_REQUIREMENT_
Look over the material for the string "lane". Copy every line where it turns up.

---

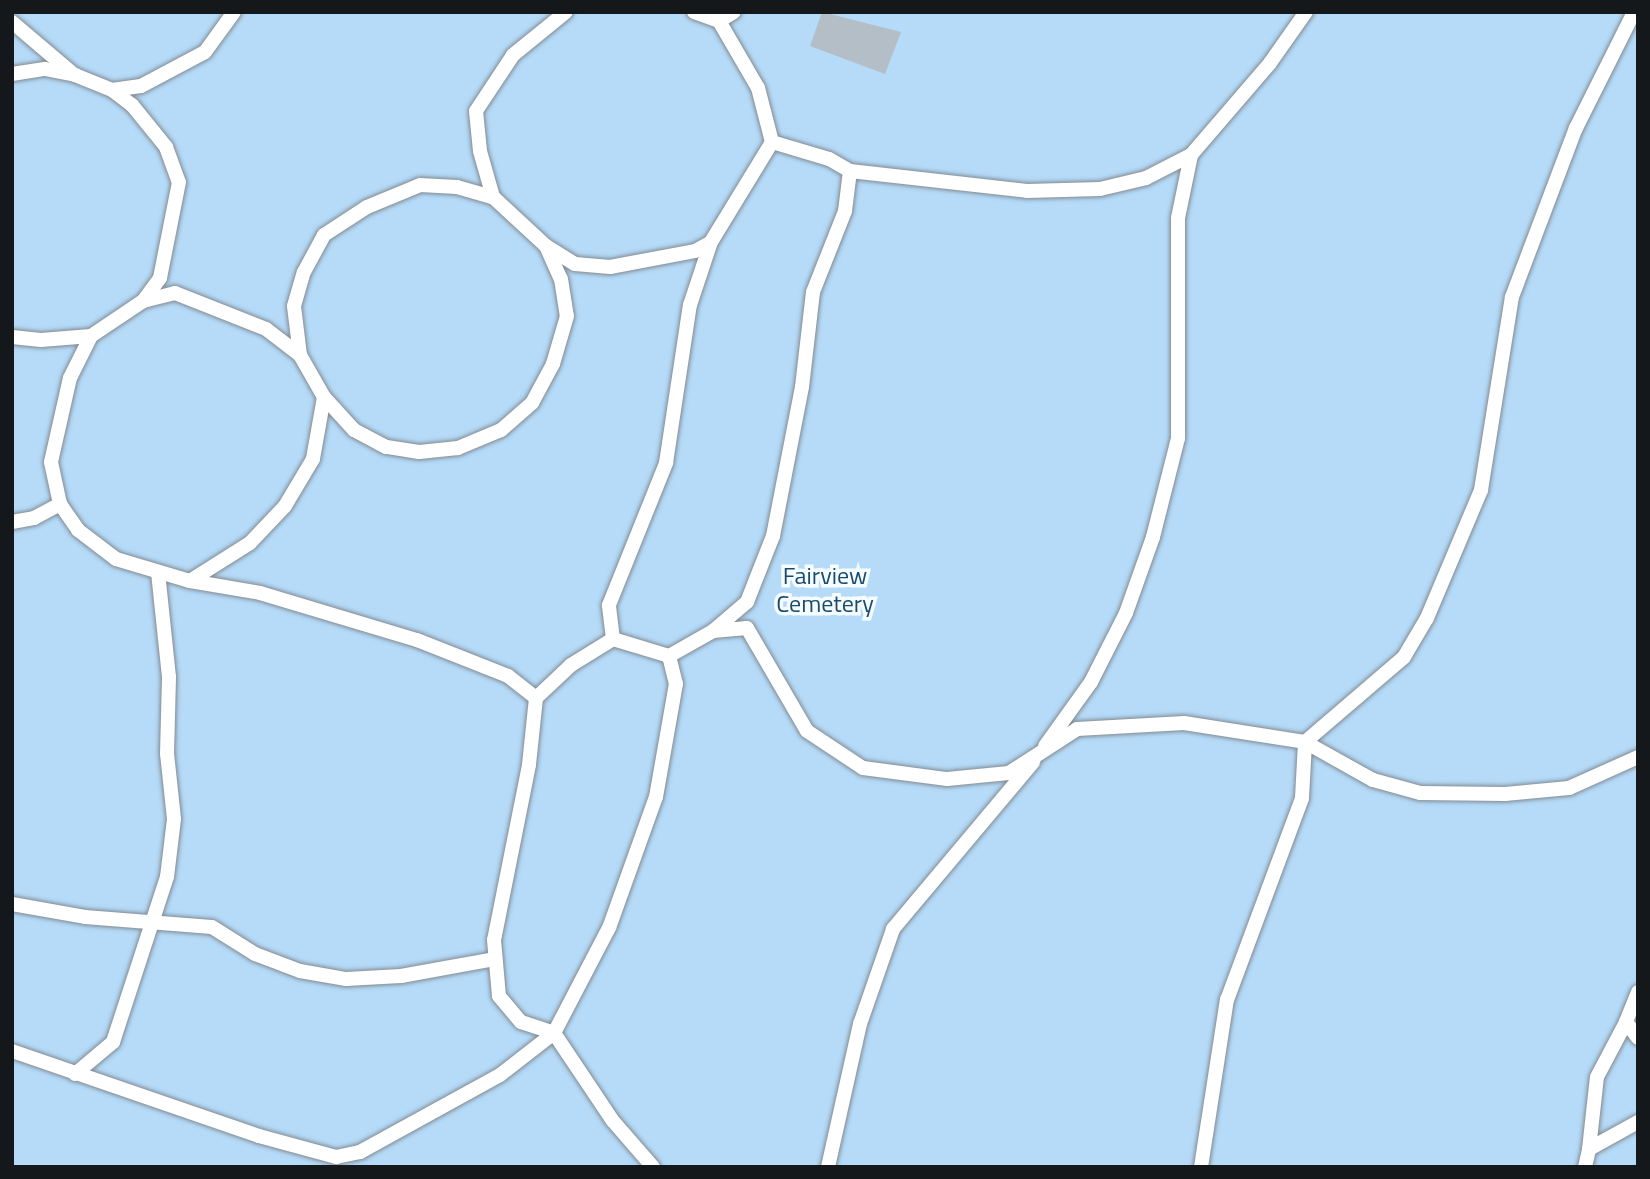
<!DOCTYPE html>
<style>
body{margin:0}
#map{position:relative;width:1650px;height:1179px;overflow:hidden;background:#f6fbfe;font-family:"Titillium Web",sans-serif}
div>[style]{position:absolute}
.green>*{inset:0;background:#b5dbf9}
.building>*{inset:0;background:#b3bec6}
.roads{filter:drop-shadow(0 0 2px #828b93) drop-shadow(0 0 2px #828b93)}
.lane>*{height:14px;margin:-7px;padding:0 7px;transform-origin:7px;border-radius:7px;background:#fff}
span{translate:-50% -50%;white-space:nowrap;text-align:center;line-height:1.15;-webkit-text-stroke:7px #f6fbfe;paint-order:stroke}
.park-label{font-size:24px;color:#184b6d}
.frame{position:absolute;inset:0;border:14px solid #14181b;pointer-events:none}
</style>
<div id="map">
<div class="green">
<div style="clip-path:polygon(12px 12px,1638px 12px,1637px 1167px,12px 1167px)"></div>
</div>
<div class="building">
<div style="clip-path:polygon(822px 12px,901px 32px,885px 74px,810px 46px)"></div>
</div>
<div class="roads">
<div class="lane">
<div style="left:694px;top:12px;width:27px;rotate:20deg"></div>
<div style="left:719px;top:21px;width:17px;rotate:-31deg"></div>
<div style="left:12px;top:22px;width:79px;rotate:40.4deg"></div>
<div style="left:12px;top:74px;width:33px;rotate:-9deg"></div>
<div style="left:45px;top:69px;width:31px;rotate:11deg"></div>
<div style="left:75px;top:75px;width:40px;rotate:22deg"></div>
<div style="left:112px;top:90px;width:25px;rotate:37deg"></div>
<div style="left:132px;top:105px;width:54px;rotate:51deg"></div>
<div style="left:166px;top:147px;width:37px;rotate:70deg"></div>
<div style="left:179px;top:182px;width:98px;rotate:101.2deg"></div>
<div style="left:160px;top:278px;width:29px;rotate:126deg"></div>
<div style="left:112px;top:90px;width:29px;rotate:-8deg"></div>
<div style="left:141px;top:86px;width:72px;rotate:-28deg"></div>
<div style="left:205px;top:52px;width:49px;rotate:-54.1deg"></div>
<div style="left:850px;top:171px;width:178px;rotate:6.4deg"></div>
<div style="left:1027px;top:191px;width:73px;rotate:-1.6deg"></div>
<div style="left:1100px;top:189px;width:47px;rotate:-13.4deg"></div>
<div style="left:1146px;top:178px;width:51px;rotate:-27.1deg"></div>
<div style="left:493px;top:197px;width:48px;rotate:-105.8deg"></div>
<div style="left:480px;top:151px;width:40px;rotate:-95.7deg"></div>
<div style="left:476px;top:111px;width:67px;rotate:-56.5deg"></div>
<div style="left:513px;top:55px;width:68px;rotate:-39.1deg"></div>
<div style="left:546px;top:246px;width:34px;rotate:32deg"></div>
<div style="left:575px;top:264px;width:35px;rotate:5deg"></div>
<div style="left:610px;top:267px;width:86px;rotate:-10.7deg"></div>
<div style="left:695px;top:251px;width:18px;rotate:-29deg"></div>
<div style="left:12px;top:337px;width:29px;rotate:6deg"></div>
<div style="left:41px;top:340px;width:50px;rotate:-4.6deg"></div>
<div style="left:300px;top:355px;width:49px;rotate:-97deg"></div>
<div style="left:294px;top:306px;width:35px;rotate:-74deg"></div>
<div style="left:304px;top:272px;width:42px;rotate:-61.6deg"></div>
<div style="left:324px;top:235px;width:51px;rotate:-33.1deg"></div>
<div style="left:367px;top:207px;width:57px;rotate:-22.5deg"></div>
<div style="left:420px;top:185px;width:37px;rotate:3deg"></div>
<div style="left:457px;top:187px;width:37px;rotate:16deg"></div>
<div style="left:493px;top:197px;width:72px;rotate:42.8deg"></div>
<div style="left:546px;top:246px;width:36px;rotate:66deg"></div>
<div style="left:561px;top:279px;width:37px;rotate:81deg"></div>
<div style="left:567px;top:316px;width:50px;rotate:106.3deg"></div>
<div style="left:553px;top:364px;width:44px;rotate:118.3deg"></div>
<div style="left:532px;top:403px;width:41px;rotate:138.9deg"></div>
<div style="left:501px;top:430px;width:47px;rotate:157.3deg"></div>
<div style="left:458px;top:448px;width:39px;rotate:174deg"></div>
<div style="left:419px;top:452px;width:33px;rotate:-171deg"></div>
<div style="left:386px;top:447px;width:36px;rotate:-152deg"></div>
<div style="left:354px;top:430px;width:45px;rotate:-132.3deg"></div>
<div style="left:60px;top:504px;width:43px;rotate:-102.1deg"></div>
<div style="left:51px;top:462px;width:86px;rotate:-77.3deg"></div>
<div style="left:70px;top:378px;width:47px;rotate:-63.4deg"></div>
<div style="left:91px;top:336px;width:63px;rotate:-33.9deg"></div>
<div style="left:143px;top:301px;width:33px;rotate:-14deg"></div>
<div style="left:175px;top:293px;width:98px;rotate:21.6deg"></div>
<div style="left:266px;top:329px;width:43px;rotate:37.4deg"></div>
<div style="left:300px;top:355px;width:48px;rotate:60.3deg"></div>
<div style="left:324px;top:397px;width:63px;rotate:100.1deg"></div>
<div style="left:313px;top:459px;width:55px;rotate:120.8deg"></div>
<div style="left:285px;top:506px;width:51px;rotate:133.4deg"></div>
<div style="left:250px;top:543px;width:71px;rotate:147.7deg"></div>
<div style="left:12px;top:522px;width:22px;rotate:-10deg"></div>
<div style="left:34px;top:518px;width:30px;rotate:-28deg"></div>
<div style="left:60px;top:504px;width:32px;rotate:55deg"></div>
<div style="left:78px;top:530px;width:48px;rotate:37.3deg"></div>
<div style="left:116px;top:559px;width:77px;rotate:16.6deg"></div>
<div style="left:190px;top:581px;width:71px;rotate:9.7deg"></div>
<div style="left:260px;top:593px;width:164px;rotate:16.7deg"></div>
<div style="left:417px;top:640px;width:98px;rotate:21.6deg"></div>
<div style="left:508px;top:676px;width:36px;rotate:38deg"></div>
<div style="left:536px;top:698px;width:48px;rotate:-43.3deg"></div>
<div style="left:571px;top:665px;width:49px;rotate:-31.8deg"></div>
<div style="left:613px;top:639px;width:59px;rotate:16.9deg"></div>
<div style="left:669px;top:656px;width:51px;rotate:-29.6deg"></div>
<div style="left:713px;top:631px;width:34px;rotate:-5deg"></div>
<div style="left:747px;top:628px;width:119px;rotate:59.8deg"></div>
<div style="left:807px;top:731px;width:67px;rotate:33.5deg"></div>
<div style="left:863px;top:768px;width:85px;rotate:7.5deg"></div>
<div style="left:947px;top:779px;width:62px;rotate:-5.5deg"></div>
<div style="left:1009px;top:773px;width:81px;rotate:-32.9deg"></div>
<div style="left:1077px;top:729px;width:107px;rotate:-3.2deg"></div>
<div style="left:1184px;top:723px;width:122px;rotate:8.9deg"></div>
<div style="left:1305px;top:742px;width:78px;rotate:29.2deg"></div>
<div style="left:1373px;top:780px;width:49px;rotate:15.5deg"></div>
<div style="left:1420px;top:793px;width:85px;rotate:0.7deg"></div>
<div style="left:1505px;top:794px;width:64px;rotate:-5.4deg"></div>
<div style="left:1569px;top:788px;width:76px;rotate:-24.2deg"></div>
<div style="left:713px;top:631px;width:45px;rotate:-40.5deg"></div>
<div style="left:747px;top:602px;width:71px;rotate:-68.5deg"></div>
<div style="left:773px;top:536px;width:152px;rotate:-79deg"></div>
<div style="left:802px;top:387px;width:96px;rotate:-83.4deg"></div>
<div style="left:813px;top:292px;width:87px;rotate:-68.4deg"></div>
<div style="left:845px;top:211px;width:40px;rotate:-82.9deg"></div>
<div style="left:850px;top:171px;width:24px;rotate:-150deg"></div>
<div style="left:829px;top:159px;width:59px;rotate:-163.4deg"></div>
<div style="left:613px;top:639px;width:34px;rotate:-97deg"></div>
<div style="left:609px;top:605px;width:153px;rotate:-68.1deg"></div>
<div style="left:666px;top:463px;width:160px;rotate:-81.4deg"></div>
<div style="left:690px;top:305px;width:66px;rotate:-71.6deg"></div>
<div style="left:711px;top:242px;width:117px;rotate:-58.6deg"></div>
<div style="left:772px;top:142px;width:56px;rotate:-104.5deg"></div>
<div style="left:758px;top:88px;width:78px;rotate:-120.2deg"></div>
<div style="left:536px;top:698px;width:67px;rotate:96deg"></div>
<div style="left:529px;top:765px;width:178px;rotate:101.3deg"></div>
<div style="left:494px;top:940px;width:56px;rotate:84.9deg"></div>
<div style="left:499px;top:996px;width:34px;rotate:50deg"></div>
<div style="left:521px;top:1022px;width:35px;rotate:18deg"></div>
<div style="left:554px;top:1033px;width:119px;rotate:-62.4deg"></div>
<div style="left:609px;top:928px;width:139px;rotate:-70.3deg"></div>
<div style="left:656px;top:797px;width:115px;rotate:-80deg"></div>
<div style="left:676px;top:684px;width:29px;rotate:-104deg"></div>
<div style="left:1045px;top:746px;width:79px;rotate:-54.3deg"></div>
<div style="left:1091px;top:682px;width:77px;rotate:-63.1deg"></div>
<div style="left:1126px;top:613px;width:81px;rotate:-70.4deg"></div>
<div style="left:1153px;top:537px;width:102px;rotate:-75.8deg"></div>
<div style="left:1178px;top:438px;width:220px;rotate:-90deg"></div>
<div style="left:1178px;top:218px;width:64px;rotate:-78.3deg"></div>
<div style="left:1191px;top:155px;width:121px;rotate:-49.3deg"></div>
<div style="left:1270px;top:63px;width:62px;rotate:-54.8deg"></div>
<div style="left:12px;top:904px;width:74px;rotate:10.1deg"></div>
<div style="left:85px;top:917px;width:127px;rotate:4.5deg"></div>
<div style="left:212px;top:927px;width:51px;rotate:32.1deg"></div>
<div style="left:255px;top:954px;width:48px;rotate:20.7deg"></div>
<div style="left:300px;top:971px;width:47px;rotate:9.9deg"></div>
<div style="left:346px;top:979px;width:55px;rotate:-3.1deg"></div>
<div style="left:401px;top:976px;width:96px;rotate:-10.3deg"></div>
<div style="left:1638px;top:992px;width:32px;rotate:112deg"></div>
<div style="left:1626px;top:1022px;width:20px;rotate:53deg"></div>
<div style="left:12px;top:1051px;width:261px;rotate:19deg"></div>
<div style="left:259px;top:1136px;width:80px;rotate:15.3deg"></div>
<div style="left:336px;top:1157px;width:25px;rotate:-12deg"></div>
<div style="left:360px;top:1152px;width:160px;rotate:-28.8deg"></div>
<div style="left:500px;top:1075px;width:68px;rotate:-37.9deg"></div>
<div style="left:554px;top:1033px;width:106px;rotate:56.2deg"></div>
<div style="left:613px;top:1121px;width:61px;rotate:49deg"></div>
<div style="left:75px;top:1074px;width:50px;rotate:-40.1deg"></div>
<div style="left:113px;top:1042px;width:174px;rotate:-71.9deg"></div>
<div style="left:167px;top:877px;width:58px;rotate:-83.1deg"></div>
<div style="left:174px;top:819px;width:65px;rotate:-96.1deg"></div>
<div style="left:167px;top:754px;width:77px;rotate:-88.5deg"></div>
<div style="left:169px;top:677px;width:105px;rotate:-96deg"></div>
<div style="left:1589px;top:1149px;width:72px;rotate:-83.7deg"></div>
<div style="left:1597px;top:1077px;width:62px;rotate:-62.2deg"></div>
<div style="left:828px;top:1167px;width:147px;rotate:-77.4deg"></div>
<div style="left:860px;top:1024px;width:101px;rotate:-70.8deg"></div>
<div style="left:893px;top:929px;width:218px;rotate:-50deg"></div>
<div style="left:1201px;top:1167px;width:169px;rotate:-81.2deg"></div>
<div style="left:1227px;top:1000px;width:215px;rotate:-69.6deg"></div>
<div style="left:1302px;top:798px;width:56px;rotate:-86.9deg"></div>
<div style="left:1305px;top:742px;width:130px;rotate:-40.6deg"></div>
<div style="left:1404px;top:657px;width:45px;rotate:-59.5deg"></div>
<div style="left:1427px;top:618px;width:139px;rotate:-67.1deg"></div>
<div style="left:1481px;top:490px;width:195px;rotate:-80.9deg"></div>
<div style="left:1512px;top:297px;width:181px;rotate:-69.3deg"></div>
<div style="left:1576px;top:128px;width:130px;rotate:-63.4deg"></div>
<div style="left:1585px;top:1167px;width:18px;rotate:-77deg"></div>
<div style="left:1589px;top:1149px;width:56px;rotate:-28.9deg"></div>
</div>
</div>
<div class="park-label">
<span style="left:825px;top:590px">Fairview<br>Cemetery</span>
</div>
<div class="frame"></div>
</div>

---

_EXERCISE RESULT_
.lane>*{height:14px;margin:-7px;padding:0 7px;transform-origin:7px;border-radius:7px;background:#fff}
<div class="lane">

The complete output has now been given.